This is the first reunion I have attended. Of any sort. For the most part, I just flat out was not interested in going. At all. It was not a matter of still holding grudges or still hating the people who were evil to me in high school (and there were a couple who were unforgettable, but have probably forgotten).  It wasn’t a matter of not liking them. It wasn’t a matter of not giving a shit about any of them; although I kept telling myself I didn’t care, I still read about them on Facebook, so that was just me justifying to myself.

Of course I am curious about these people with whom I shared a childhood.

As every reunion year rolled around, I kept telling myself that there was no reason to go backward, and that no one there had any part in my life, and the ones I still speak to, whom I consider friends, were in touch with me anyway and no one else would give a shit anyhow.

While this is kind of true, it is faulty reasoning at the very least.

Truth be told, I have been through a ton of pretty difficult shit in the last 25 years, enough to choke the proverbial horse, and while none of it is anything so disreputable or illegal that I should be ashamed of my choices, I still didn’t want a) to be judged for it or b) hear and see other people’s happy life stories, in contrast to mine.

It’ been a difficult couple of years. Okay, a difficult 18 years, but the last ten have been a hang-on-by-my-nails kind of ride for the most part. Between parenting stress, poor person stress, who-the-fuck-am-I stress and health problems, I’ve spent most of the last year or so in my house. Not constantly; I was not  a shut-in, but given a choice I almost always chose to stay home and be lethargic, alone, and/or depressed. (Quite like high school, now that I think about it; just with different motivations, and finally a physical and explainable one added on.)

My attitude, she sucked. Big. She had some reasons, but she was fucking stuck.

There’s your overview.

Here’s your specific.

Thanks to the benevolence of others, I signed up for some reunion fun.

I got my ass prettied up, ignored my insecurity about what’s going on with my body and health, and went. For the most part, I had fun. I had some moments of sadness about where I am in my life, a little despair and, yes, some outright envy, and some moments of “I just fucking wanna go home”, but I had fun, too. I made myself do things I never do, with people I never really knew; I forced myself out of my comfort zone multiple times, and it wasn’t ALL thanks to the gin I imbibed. (But the barefoot dancing was allll about the free wine.)
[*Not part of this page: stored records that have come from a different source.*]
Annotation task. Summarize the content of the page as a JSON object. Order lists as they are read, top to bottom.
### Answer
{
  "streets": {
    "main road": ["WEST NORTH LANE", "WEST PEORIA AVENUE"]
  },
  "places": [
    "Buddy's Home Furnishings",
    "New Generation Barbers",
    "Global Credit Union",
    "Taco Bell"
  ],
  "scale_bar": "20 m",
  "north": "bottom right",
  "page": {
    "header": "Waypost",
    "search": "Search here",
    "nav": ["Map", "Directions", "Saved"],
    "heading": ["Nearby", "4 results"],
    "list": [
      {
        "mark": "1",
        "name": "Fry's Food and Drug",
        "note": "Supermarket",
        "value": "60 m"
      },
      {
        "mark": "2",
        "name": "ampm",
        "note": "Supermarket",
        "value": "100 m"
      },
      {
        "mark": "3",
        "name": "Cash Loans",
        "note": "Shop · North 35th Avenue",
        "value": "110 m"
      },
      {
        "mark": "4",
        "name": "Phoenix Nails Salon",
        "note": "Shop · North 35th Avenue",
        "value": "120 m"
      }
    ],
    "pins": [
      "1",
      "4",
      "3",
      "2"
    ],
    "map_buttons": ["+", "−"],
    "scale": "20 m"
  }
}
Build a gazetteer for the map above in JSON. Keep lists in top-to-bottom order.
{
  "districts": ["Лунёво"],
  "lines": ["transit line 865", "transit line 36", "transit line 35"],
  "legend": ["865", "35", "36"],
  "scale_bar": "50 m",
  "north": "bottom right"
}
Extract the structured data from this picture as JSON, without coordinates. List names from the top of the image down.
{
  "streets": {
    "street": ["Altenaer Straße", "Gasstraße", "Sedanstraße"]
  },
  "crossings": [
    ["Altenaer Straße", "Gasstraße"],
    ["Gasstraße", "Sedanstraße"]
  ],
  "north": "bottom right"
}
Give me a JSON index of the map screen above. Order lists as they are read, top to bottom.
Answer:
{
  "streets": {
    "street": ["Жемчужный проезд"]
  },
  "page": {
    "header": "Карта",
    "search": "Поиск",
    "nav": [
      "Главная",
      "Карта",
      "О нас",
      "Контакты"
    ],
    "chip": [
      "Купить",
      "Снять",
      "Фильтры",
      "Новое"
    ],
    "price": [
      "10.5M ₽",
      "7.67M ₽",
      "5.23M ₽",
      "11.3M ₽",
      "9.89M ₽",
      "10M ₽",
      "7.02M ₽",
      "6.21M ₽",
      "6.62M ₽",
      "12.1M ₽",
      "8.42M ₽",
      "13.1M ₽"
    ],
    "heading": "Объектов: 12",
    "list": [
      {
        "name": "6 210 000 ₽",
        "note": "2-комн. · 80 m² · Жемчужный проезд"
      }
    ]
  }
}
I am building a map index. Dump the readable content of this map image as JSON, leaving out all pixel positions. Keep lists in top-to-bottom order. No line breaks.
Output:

By Friday night, having spoken to many people, I realized that whenever someone asked what I do, I was repeatedly saying, “Nothing.”

Really? Nothing?

Or I would make sure I said I USED TO work for a computer company in California, but then moved back here and was now just doing “nothing”.

Finally, someone called me on it: “No, really, what do you do?” Part of me wanted to cry, and get really fucking drunk on someone else’s booze, and part wanted to tell her I was wasting both my education and my life, and a tiny sliver wanted to banshee-scream at her and then melt away into goo.

I do something. I work a somewhat menial, not-high-paying job that I am VERY good at, and am respected for in my workplace, and have managed to keep my car so far, with a lot of help from my parents, especially the first year. In a recession.

It is not a job that requires a college degree, which I have. It is not a job that uses my brain to capacity. It is not a job that will make me rich and secure, nor is it a job that has unlimited potential. It is not a job in which I will be plucked from obscurity and set atop the pinnacle of fame or fortune.

But it is a job with pretty much no stress. And I am very, very good at it.

Believe me, I have gotten the “wasted your college education” spiel multiple times (sometimes on a daily basis), sometimes blatantly, sometimes just in a changed, but obviously so, attitude towards me. The “you need/should want to make more money” judgement?…oh, hayl yes. To the point where people with this outlook have gotten downright angry with me for not being that rah-rah show-me-the-money person.

I was brought up by a man who values money above all. That is who he is. It is who his mother was. It is absolutely NOT who I am. I never have been. I pretended to be for awhile, but I AM JUST NOT. I know this is a huge detriment in a capitalist society; I KNOW. And the older I have gotten, the more I have realized that I just can’t fake it anymore. I just do not value money above all things. And if I hate something, I am no longer a good faker.

So, at 41, I decided to stop faking it. Yes, this is not considered the brightest choice to make in a recession, but it became a matter of my sanity. I can’t work a high-paying, stressful job anymore. I just can’t.

I have nothing to be ashamed of. I work. I have goals. I am doing my best as often as possible, complete with setbacks and bad days, like every other damn day in every other damn person’s life.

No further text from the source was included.